Richard Cavendish marks the anniversary of the deportation of an important figure in Greek Cypriot nationalist history, on March 9th, 1956.

Archbishop Makarios of Cyprus. Mayor Wagner greets Archbishop Makarios at City Hall / World Telegram & Sun photo by O. Fernandez.Mikhail Khristodolou Mouskos, born to a Greek Cypriot farming family in 1913, was in his mid-thirties in 1950 when he became primate of the Greek Orthodox Church of Cyprus as Archbishop Makarios III. He took a leading role in the campaign for enosis (union) with Greece. ‘Cyprus is Greek,’ he proclaimed. ‘Cyprus has been Greek since the dawn of history and it will remain Greek.’

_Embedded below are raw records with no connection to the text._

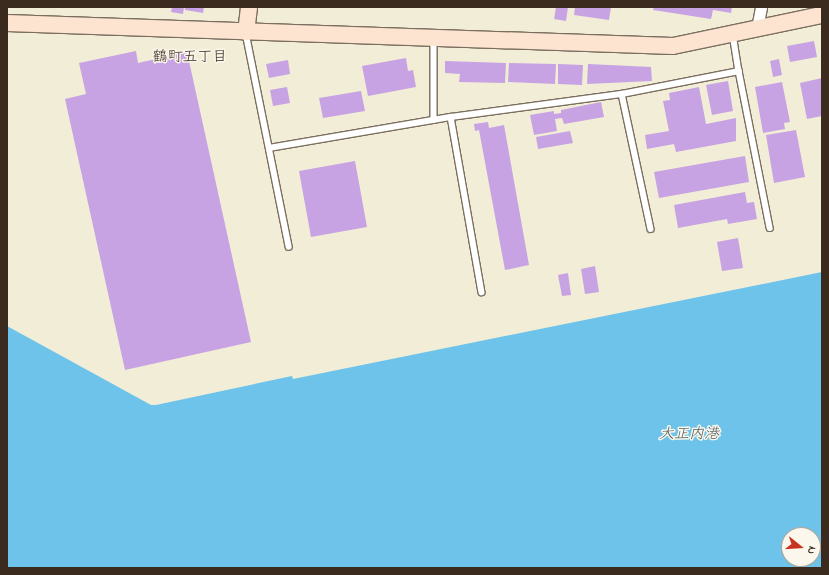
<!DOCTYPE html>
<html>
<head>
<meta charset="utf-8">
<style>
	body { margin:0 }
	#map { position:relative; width:829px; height:575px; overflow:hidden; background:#f2edd7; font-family:"Indie Flower","Klee One",sans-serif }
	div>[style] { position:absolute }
	.water>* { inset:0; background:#6dc3ea }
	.building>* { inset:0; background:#c8a3e3 }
	.roads { filter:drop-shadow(1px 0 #7b6e5f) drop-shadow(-1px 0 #7b6e5f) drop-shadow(0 1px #7b6e5f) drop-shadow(0 -1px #7b6e5f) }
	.lane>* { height:5.5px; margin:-2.75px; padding:0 2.75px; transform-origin:2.75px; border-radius:2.75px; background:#fff }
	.street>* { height:11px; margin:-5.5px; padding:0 5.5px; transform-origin:5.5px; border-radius:5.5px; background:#fff }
	.secondary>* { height:16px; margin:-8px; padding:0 8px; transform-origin:8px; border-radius:8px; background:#fde4d1 }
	span { translate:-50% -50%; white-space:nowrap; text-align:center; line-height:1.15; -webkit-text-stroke:3px #fbf7ec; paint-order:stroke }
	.neighbourhood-label { font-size:15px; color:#3b2a1e }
	.water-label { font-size:15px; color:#4a585b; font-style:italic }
	.frame { position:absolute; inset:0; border:8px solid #3b2a1e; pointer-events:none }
	.north { position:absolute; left:781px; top:527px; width:40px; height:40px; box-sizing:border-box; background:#fbf7ec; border:1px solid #aea59a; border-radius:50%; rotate:107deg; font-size:11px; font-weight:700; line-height:16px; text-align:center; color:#3b2a1e }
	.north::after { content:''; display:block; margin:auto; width:14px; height:18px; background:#c8321e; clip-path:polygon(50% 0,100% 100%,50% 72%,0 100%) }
</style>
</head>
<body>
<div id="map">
	<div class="water">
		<div style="clip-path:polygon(evenodd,822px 272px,822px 568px,7px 568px,7px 326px,151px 405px,156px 405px,292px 376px,293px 379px,822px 272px,789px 535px,813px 535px,813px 559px,789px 559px,789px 535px)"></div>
	</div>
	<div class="building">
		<div style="clip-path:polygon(172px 7px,184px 7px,183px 14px,171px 12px)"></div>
		<div style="clip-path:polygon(185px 7px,204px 7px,203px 13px,185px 10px)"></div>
		<div style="clip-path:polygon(556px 7px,568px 7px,566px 21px,554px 19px)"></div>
		<div style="clip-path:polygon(575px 7px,611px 7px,609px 20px,574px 15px)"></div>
		<div style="clip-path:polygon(654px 7px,732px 7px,731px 13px,713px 10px,711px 19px,653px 10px)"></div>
		<div style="clip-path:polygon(814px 41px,817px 57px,790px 62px,787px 46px)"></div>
		<div style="clip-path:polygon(136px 51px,138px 63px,187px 52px,251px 342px,125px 370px,65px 99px,86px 94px,79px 63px)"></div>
		<div style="clip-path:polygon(406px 58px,408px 71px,413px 70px,416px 87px,368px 96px,362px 66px)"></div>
		<div style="clip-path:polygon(779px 59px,782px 75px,773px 77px,770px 61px)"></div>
		<div style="clip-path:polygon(288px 60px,290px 74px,269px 78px,266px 64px)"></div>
		<div style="clip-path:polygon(445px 61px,506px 63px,505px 83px,459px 82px,460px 74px,445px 73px)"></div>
		<div style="clip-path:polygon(509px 63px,556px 64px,555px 84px,508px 82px)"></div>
		<div style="clip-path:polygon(558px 64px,583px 65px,582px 85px,558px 84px)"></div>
		<div style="clip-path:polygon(588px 64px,651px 67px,652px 81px,587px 84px)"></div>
		<div style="clip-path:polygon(822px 78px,822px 116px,807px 119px,800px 83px)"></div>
		<div style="clip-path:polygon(728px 81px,733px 111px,712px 115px,706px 85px)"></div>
		<div style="clip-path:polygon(782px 82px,790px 122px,784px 123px,785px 129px,763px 133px,755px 87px)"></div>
		<div style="clip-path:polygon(287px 87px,290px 103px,273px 106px,270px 90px)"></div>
		<div style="clip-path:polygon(699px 87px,706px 124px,736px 118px,736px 141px,676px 152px,674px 144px,647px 149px,645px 135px,669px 131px,663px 101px,670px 100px,669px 93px)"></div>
		<div style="clip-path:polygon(361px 91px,365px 111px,323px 118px,319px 98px)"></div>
		<div style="clip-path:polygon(601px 102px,604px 117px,564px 124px,562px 118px,555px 119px,557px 131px,534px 135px,530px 115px,554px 111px,554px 114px,561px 113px,561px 110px)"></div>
		<div style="clip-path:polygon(488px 122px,489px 128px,504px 125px,529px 265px,505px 270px,479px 130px,475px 131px,474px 124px)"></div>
		<div style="clip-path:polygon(796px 130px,805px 177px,774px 183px,766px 135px)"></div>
		<div style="clip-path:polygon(570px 131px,573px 143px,538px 149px,536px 137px)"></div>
		<div style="clip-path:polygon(745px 156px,749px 182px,659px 198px,654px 172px)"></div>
		<div style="clip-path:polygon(355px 161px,367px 227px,311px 237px,299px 171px)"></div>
		<div style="clip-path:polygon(745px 192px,747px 203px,754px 202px,757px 219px,728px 224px,727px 219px,678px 228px,674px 205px)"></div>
		<div style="clip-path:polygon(738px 238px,743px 268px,722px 271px,717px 242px)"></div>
		<div style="clip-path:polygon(595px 266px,599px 292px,585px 294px,581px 269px)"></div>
		<div style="clip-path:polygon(568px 273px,571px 295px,562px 296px,558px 275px)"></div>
	</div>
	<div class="roads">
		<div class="lane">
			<div style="left:246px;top:33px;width:218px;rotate:78.6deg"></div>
			<div style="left:733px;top:34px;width:37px;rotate:81deg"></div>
			<div style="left:434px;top:38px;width:82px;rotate:90deg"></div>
			<div style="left:622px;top:94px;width:138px;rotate:77.9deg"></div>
			<div style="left:451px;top:117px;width:178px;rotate:80deg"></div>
			<div style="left:269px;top:148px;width:185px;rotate:-9.7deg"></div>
			<div style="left:451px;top:117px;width:173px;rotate:-7.7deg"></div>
			<div style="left:622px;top:94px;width:119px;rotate:-11.1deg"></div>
			<div style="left:739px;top:71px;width:160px;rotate:78.8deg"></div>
		</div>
		<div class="street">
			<div style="left:757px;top:28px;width:21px;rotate:-79deg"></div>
		</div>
		<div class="secondary">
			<div style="left:7px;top:23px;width:666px;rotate:1.98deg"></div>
			<div style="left:673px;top:46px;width:152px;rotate:-11.8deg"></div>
			<div style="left:246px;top:32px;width:25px;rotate:-83deg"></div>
		</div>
	</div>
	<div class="neighbourhood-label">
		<span style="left:190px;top:58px">鶴町五丁目</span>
	</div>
	<div class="water-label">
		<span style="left:689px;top:435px">大正内港</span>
	</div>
	<div class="frame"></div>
	<div class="north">N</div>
</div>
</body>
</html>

The island had been ruled by outside powers for centuries. Part of the Roman Empire and then the Byzantine Empire, it was later governed for three hundred years by a French crusading dynasty, the Lusignans, then seized by Venice and in the 1570s by the Ottoman Empire. The Ottomans treated the Greek Orthodox archbishops as ethnarchs, or heads, of the island’s Christian population, which made them key figures in Cypriot politics. The British ran Cyprus from 1878 and annexed it in 1914.

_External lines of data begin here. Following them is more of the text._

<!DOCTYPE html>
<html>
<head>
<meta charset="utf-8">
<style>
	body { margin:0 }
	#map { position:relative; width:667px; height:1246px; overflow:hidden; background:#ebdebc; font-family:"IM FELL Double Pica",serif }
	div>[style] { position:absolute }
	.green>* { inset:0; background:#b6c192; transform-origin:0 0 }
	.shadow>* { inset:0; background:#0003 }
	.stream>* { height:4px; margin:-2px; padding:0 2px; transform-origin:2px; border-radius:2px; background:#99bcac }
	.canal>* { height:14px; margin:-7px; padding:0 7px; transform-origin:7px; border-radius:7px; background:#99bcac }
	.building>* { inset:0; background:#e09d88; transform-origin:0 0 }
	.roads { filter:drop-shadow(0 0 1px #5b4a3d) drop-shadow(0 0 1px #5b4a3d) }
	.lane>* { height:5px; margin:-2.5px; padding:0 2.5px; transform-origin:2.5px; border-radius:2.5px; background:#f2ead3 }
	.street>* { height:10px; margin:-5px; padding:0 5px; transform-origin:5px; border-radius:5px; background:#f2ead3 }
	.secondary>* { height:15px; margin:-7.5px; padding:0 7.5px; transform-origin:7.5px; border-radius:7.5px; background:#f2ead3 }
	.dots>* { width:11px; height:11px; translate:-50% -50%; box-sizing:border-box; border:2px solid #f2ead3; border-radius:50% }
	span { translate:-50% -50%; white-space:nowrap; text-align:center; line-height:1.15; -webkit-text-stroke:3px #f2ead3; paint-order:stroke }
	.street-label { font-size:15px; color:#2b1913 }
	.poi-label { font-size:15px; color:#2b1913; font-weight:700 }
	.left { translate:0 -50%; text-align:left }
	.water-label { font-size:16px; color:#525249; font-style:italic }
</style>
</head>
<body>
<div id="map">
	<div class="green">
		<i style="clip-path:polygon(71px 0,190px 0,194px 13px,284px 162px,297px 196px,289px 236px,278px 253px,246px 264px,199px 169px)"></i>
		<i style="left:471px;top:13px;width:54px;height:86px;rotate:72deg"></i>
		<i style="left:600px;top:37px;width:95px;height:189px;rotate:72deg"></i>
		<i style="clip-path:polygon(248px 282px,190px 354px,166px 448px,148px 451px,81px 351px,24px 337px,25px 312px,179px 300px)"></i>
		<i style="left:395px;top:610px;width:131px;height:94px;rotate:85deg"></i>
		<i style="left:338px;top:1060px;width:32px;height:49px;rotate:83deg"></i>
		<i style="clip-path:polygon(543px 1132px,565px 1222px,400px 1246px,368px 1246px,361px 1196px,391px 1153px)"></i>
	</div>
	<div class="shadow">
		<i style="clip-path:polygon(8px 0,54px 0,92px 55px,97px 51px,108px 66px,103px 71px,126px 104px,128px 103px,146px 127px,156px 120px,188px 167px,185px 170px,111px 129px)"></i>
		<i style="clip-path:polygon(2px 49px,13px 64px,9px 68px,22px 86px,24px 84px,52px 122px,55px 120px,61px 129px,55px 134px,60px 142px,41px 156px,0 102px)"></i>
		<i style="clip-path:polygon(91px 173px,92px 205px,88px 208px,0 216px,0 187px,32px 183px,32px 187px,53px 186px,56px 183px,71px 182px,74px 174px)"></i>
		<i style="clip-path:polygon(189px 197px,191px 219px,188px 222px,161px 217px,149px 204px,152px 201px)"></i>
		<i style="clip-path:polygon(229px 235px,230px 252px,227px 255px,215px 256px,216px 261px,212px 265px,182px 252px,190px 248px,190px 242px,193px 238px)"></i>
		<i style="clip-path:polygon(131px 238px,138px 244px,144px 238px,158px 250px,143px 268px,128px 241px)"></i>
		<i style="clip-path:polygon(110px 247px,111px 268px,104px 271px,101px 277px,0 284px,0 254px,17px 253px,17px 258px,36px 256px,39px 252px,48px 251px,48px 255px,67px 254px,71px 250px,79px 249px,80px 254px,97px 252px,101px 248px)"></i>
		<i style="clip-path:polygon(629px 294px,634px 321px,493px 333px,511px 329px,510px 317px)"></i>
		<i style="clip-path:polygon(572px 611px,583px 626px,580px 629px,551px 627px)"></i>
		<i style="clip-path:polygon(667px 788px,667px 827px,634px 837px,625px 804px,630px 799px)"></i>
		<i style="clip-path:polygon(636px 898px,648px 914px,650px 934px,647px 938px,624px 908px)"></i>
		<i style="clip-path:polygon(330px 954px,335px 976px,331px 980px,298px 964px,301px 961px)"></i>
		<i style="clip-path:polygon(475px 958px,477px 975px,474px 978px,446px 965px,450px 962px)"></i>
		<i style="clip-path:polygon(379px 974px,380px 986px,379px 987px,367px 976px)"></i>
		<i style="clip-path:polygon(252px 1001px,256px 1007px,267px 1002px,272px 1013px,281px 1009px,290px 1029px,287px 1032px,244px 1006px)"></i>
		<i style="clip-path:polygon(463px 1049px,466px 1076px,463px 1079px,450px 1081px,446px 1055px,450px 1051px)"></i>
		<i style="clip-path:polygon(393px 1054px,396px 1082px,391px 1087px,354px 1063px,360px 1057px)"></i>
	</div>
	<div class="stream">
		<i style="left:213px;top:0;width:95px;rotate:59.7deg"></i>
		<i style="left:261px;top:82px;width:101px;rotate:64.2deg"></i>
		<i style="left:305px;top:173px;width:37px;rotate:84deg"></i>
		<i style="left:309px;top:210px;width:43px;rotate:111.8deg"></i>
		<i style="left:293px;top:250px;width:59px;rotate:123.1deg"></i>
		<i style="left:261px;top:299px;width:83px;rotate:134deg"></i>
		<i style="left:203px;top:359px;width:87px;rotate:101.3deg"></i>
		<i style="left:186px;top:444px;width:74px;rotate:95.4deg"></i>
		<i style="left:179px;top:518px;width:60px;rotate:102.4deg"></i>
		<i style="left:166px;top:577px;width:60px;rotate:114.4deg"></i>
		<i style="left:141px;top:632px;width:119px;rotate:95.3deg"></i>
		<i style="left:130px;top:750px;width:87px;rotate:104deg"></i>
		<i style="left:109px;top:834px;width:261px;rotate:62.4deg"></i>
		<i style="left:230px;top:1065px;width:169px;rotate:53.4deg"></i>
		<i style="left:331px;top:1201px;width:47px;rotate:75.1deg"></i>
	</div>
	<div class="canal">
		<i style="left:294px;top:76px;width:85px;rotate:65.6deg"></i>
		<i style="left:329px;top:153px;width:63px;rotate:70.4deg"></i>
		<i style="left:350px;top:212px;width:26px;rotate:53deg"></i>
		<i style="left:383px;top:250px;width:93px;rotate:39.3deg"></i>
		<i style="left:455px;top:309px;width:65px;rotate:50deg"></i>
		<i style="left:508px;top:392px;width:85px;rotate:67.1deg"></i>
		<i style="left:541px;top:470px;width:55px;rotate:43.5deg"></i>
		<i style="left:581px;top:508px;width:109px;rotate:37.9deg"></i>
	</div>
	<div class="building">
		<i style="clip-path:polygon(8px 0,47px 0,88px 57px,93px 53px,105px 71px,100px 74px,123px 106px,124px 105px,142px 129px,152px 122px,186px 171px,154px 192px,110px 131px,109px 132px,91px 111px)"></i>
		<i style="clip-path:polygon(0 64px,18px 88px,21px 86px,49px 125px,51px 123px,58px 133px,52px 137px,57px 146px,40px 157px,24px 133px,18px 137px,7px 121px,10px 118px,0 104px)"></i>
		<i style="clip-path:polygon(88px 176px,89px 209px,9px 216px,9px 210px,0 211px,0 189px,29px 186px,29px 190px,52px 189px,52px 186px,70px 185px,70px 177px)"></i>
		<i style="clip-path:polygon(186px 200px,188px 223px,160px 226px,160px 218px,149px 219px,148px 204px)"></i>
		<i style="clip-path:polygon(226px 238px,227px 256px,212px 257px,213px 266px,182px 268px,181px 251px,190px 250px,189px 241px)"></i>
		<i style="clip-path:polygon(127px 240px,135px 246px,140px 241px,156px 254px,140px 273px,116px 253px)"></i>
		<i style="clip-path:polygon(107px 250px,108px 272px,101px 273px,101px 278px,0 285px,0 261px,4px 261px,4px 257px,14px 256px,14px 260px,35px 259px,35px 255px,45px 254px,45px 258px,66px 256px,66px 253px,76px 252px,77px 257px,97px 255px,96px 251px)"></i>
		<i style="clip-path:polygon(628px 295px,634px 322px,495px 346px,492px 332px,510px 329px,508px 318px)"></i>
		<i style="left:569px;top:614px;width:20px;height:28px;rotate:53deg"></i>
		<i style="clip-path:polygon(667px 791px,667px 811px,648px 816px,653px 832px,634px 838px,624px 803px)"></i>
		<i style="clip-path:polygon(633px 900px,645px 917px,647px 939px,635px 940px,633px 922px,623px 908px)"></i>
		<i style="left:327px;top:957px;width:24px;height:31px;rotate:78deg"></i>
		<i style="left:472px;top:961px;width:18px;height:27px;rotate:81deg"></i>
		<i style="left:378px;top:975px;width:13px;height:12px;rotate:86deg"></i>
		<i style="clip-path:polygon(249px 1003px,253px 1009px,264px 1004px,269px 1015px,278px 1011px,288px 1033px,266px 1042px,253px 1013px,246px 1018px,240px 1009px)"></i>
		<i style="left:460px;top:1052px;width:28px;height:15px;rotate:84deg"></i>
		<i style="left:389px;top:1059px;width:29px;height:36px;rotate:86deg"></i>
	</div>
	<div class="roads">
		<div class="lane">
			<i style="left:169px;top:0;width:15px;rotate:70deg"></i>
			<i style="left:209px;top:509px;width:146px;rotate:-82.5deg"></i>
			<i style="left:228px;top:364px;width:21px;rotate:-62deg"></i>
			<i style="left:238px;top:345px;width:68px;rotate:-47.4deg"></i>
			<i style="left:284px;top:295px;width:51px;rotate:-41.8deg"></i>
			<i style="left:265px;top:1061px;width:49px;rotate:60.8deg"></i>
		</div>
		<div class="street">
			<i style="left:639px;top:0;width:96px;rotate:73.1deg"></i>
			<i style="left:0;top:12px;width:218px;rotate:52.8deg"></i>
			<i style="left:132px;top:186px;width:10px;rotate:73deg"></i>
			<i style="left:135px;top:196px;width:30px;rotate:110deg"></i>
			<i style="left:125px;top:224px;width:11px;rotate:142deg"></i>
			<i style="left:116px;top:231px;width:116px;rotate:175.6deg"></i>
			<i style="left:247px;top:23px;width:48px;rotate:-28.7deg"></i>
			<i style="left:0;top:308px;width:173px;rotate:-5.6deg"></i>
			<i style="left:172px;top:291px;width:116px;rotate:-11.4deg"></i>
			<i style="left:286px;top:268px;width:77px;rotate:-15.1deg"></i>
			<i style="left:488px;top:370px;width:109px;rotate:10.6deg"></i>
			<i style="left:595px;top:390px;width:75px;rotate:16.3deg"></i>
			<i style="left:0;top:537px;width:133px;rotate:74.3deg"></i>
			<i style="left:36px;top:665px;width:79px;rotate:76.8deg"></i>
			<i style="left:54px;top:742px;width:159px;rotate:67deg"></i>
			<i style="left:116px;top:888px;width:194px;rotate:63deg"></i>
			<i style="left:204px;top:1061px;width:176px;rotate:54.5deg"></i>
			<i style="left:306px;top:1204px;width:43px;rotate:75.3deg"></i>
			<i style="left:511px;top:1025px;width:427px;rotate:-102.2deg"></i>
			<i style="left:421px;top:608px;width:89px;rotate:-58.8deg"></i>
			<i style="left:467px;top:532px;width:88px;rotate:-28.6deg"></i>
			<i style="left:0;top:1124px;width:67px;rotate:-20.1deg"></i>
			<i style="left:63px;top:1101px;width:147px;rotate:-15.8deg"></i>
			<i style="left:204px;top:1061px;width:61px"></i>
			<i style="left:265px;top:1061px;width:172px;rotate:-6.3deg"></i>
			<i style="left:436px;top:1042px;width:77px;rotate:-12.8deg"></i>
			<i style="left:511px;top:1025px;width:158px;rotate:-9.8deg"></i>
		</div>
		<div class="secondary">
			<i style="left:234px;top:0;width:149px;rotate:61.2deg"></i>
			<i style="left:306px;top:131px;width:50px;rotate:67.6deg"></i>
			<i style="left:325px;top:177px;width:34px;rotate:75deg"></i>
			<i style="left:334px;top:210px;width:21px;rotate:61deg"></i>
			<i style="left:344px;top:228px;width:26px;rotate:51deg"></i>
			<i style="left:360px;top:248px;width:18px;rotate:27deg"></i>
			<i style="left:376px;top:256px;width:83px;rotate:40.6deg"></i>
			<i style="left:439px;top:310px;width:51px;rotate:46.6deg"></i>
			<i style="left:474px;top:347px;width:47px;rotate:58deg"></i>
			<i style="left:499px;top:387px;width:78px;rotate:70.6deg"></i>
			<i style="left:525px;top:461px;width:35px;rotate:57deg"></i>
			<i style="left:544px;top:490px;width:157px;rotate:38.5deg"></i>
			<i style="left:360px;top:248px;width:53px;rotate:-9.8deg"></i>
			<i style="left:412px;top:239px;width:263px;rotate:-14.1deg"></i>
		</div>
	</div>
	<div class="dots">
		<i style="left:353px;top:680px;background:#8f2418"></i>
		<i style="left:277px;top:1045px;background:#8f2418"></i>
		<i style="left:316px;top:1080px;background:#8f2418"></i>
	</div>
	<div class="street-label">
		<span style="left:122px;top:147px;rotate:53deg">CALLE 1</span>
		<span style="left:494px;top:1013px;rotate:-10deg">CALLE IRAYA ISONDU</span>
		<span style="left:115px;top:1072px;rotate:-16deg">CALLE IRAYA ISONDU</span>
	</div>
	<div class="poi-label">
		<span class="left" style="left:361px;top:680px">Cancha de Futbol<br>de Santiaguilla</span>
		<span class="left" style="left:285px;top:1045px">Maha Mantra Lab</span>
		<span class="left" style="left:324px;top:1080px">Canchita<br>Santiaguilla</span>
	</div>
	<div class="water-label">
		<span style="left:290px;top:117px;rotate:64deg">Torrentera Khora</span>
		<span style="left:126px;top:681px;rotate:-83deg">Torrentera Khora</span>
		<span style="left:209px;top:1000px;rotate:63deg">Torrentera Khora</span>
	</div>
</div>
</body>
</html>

After the war demand for enosis began to mount. There were occasional riots and Government House was burned down in 1931. The demand sharpened hostility between Greek Cypriots and the Turkish population (getting on for 20 per cent of the total), with a different language, religion and tradition. In the 1950s Archbishop Makarios brushed aside British talk of independence because he wanted union with Greece and nothing but union with Greece. In 1953 a certain Colonel Grivas started a terrorist organisation, EOKA (National Organization of Cypriot Fighters), which mounted a guerrilla war against the British.

The British believed that Archbishop Makarios was deeply involved in EOKA and deported him to ‘an unknown destination’, which turned out to be the Seychelles, along with a bishop, a priest and the editor of a nationalist newspaper. They were held there for a year and then, after EOKA had offered a ceasefire, allowed to leave, but not to go to Cyprus. Makarios left Mahé Island on April 6th for Madagascar on a tanker provided by Aristotle Onassis and the Greek government, and went on to Athens. He eventually returned to Cyprus, dropped or postponed his opposition to independence and in 1960 became president of the new republic of Cyprus, with a Turkish Cypriot as vice-president and a constitution intended to hold a balance between the two nationalities. It failed to work and after more years of violence and turmoil Cyprus was effectively partitioned from 1974. Makarios himself died in Nicosia three years later, a few days before his sixty-fourth birthday.